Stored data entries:
►
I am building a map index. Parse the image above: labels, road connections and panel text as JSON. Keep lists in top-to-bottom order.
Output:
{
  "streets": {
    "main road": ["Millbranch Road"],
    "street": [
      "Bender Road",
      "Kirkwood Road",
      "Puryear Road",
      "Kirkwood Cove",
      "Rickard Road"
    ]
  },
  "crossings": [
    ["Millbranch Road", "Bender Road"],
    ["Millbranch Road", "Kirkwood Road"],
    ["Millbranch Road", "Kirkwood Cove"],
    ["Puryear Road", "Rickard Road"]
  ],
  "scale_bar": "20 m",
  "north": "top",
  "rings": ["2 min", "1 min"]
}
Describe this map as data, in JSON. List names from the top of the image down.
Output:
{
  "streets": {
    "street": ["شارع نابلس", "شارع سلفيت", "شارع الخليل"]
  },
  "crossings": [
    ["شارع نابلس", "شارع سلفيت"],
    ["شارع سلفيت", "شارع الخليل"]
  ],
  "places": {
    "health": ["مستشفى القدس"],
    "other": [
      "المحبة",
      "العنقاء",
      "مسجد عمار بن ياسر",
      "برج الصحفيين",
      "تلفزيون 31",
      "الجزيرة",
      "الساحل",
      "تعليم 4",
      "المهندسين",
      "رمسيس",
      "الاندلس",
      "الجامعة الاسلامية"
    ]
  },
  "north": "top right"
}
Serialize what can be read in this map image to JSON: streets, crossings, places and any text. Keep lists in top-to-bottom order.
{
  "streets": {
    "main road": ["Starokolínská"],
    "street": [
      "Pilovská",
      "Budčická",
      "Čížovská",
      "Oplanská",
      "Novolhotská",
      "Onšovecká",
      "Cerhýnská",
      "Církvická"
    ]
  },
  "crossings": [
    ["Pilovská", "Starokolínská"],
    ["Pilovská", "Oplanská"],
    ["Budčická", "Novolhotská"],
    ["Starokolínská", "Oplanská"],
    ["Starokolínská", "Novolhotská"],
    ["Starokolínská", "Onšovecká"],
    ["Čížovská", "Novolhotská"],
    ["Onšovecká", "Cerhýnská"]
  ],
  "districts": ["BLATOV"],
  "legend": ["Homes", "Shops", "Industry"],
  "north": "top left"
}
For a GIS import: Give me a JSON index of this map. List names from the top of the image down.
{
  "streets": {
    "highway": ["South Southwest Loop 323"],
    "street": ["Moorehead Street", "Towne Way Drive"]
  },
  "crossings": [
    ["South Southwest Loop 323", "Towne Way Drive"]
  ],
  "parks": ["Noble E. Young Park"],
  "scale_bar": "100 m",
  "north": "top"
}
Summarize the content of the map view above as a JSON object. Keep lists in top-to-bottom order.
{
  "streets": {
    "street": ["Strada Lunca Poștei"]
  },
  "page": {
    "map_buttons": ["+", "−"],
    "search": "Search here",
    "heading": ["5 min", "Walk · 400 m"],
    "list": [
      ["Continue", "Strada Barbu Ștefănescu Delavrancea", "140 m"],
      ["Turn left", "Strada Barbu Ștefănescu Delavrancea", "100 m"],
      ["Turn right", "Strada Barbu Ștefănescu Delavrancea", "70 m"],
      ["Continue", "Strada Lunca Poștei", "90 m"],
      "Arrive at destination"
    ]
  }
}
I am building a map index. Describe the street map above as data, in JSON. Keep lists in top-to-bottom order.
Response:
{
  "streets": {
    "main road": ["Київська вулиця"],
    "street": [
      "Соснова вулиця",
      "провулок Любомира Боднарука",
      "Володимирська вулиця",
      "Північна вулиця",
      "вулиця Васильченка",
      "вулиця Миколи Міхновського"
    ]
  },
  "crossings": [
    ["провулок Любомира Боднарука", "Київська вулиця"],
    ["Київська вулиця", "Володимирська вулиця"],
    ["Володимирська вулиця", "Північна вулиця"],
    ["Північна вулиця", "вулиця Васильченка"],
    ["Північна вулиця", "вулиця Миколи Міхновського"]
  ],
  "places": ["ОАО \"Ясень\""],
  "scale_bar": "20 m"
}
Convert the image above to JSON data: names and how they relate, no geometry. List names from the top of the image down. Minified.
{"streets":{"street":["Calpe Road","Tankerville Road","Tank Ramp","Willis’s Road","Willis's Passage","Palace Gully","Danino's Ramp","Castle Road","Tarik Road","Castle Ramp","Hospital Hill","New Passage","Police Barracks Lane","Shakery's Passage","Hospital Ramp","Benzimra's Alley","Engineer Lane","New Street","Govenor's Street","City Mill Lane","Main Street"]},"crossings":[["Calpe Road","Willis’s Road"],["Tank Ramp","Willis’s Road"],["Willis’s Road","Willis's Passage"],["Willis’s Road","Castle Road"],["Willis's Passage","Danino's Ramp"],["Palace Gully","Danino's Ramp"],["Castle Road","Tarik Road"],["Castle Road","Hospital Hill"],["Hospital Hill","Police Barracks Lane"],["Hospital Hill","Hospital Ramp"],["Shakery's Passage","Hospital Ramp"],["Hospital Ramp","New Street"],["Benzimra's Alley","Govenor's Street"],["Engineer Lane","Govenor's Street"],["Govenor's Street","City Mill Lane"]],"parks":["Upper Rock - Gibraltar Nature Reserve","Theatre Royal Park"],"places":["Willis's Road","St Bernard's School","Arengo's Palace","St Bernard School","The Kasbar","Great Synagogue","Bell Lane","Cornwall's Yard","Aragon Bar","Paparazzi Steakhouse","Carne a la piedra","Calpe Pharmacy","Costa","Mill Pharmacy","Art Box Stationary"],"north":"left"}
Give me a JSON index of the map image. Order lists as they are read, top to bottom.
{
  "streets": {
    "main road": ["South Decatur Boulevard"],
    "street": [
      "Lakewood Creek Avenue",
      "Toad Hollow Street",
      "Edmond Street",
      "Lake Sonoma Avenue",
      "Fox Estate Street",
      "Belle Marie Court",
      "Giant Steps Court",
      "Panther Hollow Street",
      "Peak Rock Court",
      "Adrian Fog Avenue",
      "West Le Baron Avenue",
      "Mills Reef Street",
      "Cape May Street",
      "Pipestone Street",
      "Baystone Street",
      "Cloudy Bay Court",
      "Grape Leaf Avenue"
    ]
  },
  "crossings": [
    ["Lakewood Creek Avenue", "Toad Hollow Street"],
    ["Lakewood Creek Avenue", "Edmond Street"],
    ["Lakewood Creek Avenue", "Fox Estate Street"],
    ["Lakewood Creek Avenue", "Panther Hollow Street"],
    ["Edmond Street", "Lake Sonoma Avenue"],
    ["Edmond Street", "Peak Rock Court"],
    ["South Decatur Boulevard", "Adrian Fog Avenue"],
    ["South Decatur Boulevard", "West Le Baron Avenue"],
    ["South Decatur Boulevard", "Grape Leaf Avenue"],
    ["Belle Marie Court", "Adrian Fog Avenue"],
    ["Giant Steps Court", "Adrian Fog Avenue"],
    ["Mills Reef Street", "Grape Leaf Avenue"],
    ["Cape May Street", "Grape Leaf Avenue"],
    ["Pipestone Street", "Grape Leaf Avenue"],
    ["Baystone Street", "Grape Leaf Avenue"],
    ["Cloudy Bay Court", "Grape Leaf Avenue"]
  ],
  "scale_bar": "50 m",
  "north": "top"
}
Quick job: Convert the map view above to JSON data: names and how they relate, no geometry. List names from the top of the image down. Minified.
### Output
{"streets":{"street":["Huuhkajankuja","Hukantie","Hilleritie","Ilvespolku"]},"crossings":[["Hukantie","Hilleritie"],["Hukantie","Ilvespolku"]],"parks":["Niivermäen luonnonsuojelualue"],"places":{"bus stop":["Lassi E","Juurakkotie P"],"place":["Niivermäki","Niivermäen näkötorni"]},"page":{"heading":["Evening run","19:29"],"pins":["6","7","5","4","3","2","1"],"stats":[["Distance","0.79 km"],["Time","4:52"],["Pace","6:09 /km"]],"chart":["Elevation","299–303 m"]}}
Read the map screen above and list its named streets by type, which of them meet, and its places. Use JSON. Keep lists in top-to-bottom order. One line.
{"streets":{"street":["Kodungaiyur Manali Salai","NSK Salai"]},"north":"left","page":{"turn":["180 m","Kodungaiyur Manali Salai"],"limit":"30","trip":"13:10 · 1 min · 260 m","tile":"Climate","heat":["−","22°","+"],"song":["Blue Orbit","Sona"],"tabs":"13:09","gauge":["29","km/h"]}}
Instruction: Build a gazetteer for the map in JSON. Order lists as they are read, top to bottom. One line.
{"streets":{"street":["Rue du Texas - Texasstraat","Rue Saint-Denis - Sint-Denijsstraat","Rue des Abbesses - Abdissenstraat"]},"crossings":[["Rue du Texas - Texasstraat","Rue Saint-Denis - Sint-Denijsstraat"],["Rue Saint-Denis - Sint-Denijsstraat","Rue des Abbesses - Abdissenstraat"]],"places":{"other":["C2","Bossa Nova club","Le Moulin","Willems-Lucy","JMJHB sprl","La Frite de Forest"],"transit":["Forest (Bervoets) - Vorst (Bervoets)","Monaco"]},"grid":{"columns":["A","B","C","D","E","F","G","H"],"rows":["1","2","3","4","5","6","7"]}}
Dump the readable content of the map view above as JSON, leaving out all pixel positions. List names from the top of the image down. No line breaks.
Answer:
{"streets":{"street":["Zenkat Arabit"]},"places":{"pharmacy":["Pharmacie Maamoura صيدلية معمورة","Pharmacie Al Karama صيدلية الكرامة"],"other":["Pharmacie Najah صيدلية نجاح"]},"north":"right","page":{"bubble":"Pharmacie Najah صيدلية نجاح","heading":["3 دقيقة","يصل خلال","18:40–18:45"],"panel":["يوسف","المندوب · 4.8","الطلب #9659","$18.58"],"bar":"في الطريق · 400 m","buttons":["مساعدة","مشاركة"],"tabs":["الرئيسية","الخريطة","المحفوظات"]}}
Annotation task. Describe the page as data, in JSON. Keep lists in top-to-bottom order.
◄
TASK REQUIREMENTS:
Nothing beyond the lines from the start of the entries through the line with "Describe this map" should appear. Repeat those lines exactly, both ends included.

YOUR SOLUTION:
I am building a map index. Parse the image above: labels, road connections and panel text as JSON. Keep lists in top-to-bottom order.
Output:
{
  "streets": {
    "main road": ["Millbranch Road"],
    "street": [
      "Bender Road",
      "Kirkwood Road",
      "Puryear Road",
      "Kirkwood Cove",
      "Rickard Road"
    ]
  },
  "crossings": [
    ["Millbranch Road", "Bender Road"],
    ["Millbranch Road", "Kirkwood Road"],
    ["Millbranch Road", "Kirkwood Cove"],
    ["Puryear Road", "Rickard Road"]
  ],
  "scale_bar": "20 m",
  "north": "top",
  "rings": ["2 min", "1 min"]
}
Describe this map as data, in JSON. List names from the top of the image down.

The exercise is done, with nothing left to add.